Rubens Parada morreu cantando. Seu último bolero ele entoou em leito de morte, com altivez e desafiando as mazelas do calvário da existência. Clamando por seu parceiro, o músico Carlos Guery, e tendo por testemunha o maestro Júlio Yriarte, fez ecoar feito um bravo, a plenos pulmões, a seresta derradeira que ecoou altissonante no ambiente acústico do Hospital de Base. Há quem diga que tudo não passou de um delírio. O delírio agonizante no limiar do ser e do não-ser.
Ontem à tarde, todavia, a cidade calou. Na escala harmônica da vida, o tenor meio barítono solfejou seu falsete de despedida. O garoto nascido lá pelos idos de 1947 com o dom iluminado de cantar, saíra do mundo dos vivos e entrara para o mundo das lendas. Mas o hiato funesto do silêncio durou pouco. À noite, o espírito vivo do cantante desceu dos céus e inspirou o tecladista Guery a retomar, no plenário da Câmara Municipal, a execução da partitura do último bolero de Chubico.

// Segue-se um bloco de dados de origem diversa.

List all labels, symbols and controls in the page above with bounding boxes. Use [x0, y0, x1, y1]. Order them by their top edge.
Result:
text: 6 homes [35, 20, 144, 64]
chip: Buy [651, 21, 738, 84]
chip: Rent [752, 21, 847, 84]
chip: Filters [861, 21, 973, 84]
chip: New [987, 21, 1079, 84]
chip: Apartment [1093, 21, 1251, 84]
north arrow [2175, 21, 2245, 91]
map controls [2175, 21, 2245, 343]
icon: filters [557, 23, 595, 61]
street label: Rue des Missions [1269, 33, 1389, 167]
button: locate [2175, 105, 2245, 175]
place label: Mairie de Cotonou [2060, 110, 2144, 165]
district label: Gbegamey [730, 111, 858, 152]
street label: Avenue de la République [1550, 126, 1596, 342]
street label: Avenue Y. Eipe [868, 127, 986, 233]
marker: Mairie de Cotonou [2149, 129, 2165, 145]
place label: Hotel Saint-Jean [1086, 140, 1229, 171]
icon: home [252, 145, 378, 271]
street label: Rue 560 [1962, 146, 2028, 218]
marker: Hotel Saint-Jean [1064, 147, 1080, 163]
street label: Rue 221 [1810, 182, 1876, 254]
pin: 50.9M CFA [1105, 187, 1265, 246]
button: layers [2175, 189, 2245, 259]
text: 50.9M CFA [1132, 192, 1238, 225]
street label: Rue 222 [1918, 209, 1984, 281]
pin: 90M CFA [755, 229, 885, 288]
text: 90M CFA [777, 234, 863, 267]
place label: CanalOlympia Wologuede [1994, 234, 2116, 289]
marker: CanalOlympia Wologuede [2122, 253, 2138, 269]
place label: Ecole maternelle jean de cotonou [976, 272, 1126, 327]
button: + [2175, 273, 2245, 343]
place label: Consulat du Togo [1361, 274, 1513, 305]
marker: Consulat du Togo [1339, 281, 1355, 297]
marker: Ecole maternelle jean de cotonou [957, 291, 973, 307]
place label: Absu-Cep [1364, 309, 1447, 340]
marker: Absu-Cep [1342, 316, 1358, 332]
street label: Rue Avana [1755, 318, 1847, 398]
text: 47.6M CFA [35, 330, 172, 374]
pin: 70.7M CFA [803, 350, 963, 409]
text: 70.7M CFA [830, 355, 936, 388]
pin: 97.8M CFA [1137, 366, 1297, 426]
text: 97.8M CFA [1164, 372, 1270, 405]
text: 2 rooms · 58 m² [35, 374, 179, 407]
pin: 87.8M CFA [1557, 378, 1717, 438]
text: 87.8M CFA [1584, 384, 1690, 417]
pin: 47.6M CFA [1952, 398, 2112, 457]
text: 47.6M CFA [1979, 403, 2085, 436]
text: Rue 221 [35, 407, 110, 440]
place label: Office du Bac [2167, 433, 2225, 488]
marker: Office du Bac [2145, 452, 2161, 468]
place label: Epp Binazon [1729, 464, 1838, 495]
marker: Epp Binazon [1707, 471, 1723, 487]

Entre choro e lágrimas, as notas cadenciadas de El Condor Passa inundaram de saudade o coração de todos os amigos presentes ao funeral. Sua madrasta, Dona Élia Bastos de Parada, acompanhava emocionada o sopro sonoro dos acordes altiplanos. Seu pai, José Parada, com feições enternecidas e mirando absorto o corpo imóvel do filho, acompanhava sereno o sobrevôo do Condor por sobre o relevo da dor. Em sua memória a película das lembranças invocavam cena por cena a trajetória do homem estendido à sua frente: aos cinco anos de idade um anjo batizou o niño na pia batismal da paixão pelo canto. Mais tarde, a Rádio Educadora de Guajará-Mirim foi palco de suas primeiras aparições. Já adulto, com a alma incendiada de ardente sedução por Alda, uma Consulesa colombiana, fez shows no La Boême, na Cidade Maravilhosa, com seu fiel escudeiro, o violeiro Enrique Espanha; cantou no Guadalajara Grill, na paulicéia desvairada de Adoniran Barbosa, e viajou em turnê pelo Peru, Colômbia e Panamá, depois de ter conquistado o país tropical. Rubens Parada tornou-se um filho querido da sua terra natal e foi homenageado com o título de Cidadão Ilustre de Guayará-Merim e recebeu, ainda, a comenda Cachuela Chica junto com a lendária banda Los Médios. No início da década de 90, Parada vem cantar em Porto Velho, na Associação dos Filhos de Guajará-Mirim, a convite de Caté, Lito Casara e outros bambas da boêmia.  Daí em diante escolheu esta cidade para moradia. Cantando Mi Viejo, Sabor a mi, Puerto Montt, La Barca, Malaguenha e tantas outras peças do rico repertório romântico, inclusive música rancheira mexicana, fez-se acompanhar por Milton Bastos, Armandinho e Carlos Guery; cantou com os Anjos da Madrugada, gravou o CD Americanta, em 2006, apresentou-se no Kabana’s, no Baile da Saudade, no Sesc, Consensual Bar, Mandacaru, Bar do Bigode, no Degrau’s, em Ariquemes, e no Yes Banana, onde brindou o público com uma Noite Latino-Americana, produzida por Júlio Yriarte. Aqui conheceu um grande amor: a professora Eliete, sua companheira inseparável nas marés baixas e altas da vida. Fez muitos amigos como Gessi Taborda, Manelão e Júlio Carvalho, Leo Ladeia, Paulinho Rodrigues, dentre tantos, e ganhou três irmãos: Ernesto Casanova, Júlio Yriarte e Flodoaldo Pontes Pinto. Todas essas imagens foram lançadas na tela cinematográfica da memória do Seu José Parada, naquele momento de amarga saudade e dor lancinante.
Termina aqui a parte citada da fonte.